EXERCISE DATA:
--

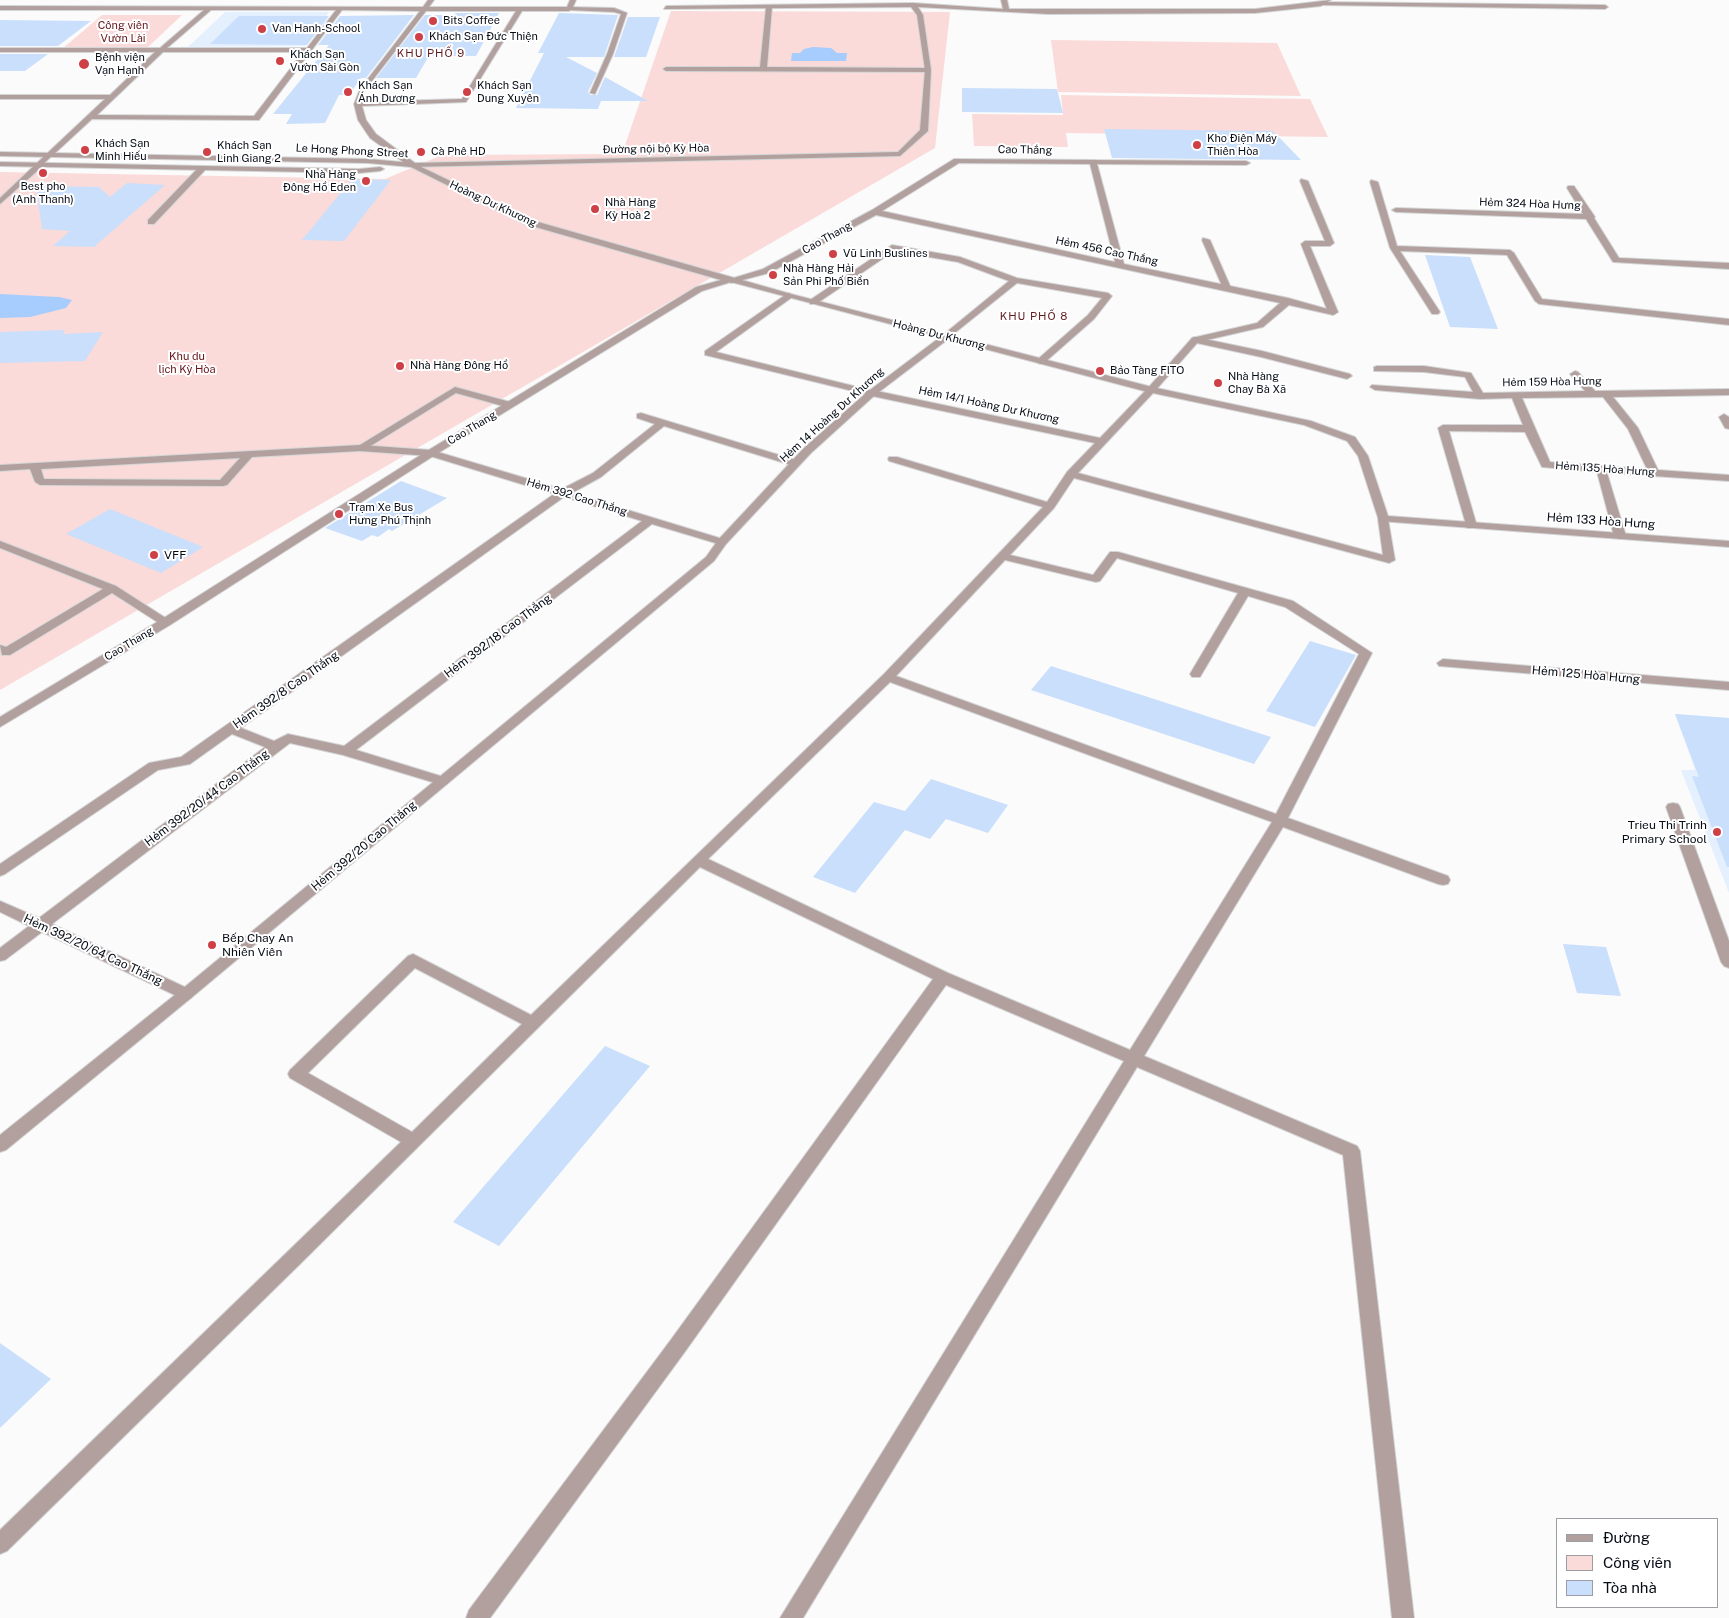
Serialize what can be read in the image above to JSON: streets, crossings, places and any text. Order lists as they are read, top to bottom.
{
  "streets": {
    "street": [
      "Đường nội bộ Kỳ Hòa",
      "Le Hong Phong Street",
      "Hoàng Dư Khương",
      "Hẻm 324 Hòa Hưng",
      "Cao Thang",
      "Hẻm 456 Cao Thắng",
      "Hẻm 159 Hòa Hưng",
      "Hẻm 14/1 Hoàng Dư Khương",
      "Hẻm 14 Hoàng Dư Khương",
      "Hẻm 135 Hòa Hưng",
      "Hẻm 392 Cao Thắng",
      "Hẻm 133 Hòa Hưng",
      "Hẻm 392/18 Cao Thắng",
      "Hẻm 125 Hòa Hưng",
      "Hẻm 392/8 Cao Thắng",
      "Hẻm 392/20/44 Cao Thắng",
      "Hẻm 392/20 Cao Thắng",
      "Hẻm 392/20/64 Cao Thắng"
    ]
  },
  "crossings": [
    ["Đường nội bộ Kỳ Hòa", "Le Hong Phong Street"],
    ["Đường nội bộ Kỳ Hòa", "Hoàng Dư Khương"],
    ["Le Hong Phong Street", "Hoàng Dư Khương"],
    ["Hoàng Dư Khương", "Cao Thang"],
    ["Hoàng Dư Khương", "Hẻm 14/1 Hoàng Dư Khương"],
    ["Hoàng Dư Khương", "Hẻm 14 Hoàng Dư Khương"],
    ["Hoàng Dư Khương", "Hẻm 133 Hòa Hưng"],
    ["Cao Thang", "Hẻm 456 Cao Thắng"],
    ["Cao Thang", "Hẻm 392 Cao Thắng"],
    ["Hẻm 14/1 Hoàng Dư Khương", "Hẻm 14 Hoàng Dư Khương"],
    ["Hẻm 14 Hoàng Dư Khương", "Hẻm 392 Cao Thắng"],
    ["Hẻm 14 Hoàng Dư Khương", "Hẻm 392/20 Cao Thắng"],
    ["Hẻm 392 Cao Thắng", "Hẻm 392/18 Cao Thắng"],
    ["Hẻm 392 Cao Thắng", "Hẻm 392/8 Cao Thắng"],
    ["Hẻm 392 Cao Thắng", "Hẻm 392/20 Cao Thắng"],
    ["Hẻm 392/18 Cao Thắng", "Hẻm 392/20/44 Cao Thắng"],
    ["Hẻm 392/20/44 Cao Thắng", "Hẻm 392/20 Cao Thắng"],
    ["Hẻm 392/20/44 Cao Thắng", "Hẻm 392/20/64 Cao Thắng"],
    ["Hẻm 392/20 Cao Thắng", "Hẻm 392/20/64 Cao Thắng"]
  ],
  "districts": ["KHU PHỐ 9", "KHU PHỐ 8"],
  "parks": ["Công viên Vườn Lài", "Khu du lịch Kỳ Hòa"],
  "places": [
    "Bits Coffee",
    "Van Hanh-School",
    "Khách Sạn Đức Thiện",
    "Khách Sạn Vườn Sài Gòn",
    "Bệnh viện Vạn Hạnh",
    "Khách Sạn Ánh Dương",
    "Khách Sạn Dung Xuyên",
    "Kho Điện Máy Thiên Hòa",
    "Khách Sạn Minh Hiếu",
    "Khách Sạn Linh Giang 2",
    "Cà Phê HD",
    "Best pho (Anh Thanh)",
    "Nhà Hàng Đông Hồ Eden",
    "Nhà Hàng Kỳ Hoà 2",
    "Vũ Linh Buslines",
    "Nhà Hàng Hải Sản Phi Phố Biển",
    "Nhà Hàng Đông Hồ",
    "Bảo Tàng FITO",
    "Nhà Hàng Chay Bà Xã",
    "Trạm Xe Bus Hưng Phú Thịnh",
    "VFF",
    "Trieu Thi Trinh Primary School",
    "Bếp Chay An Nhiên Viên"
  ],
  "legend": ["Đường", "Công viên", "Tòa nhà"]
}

--

TASK: Filter the entries above and keep only the lines with the word "Thang".

ANSWER BOX:
      "Cao Thang",
    ["Hoàng Dư Khương", "Cao Thang"],
    ["Cao Thang", "Hẻm 456 Cao Thắng"],
    ["Cao Thang", "Hẻm 392 Cao Thắng"],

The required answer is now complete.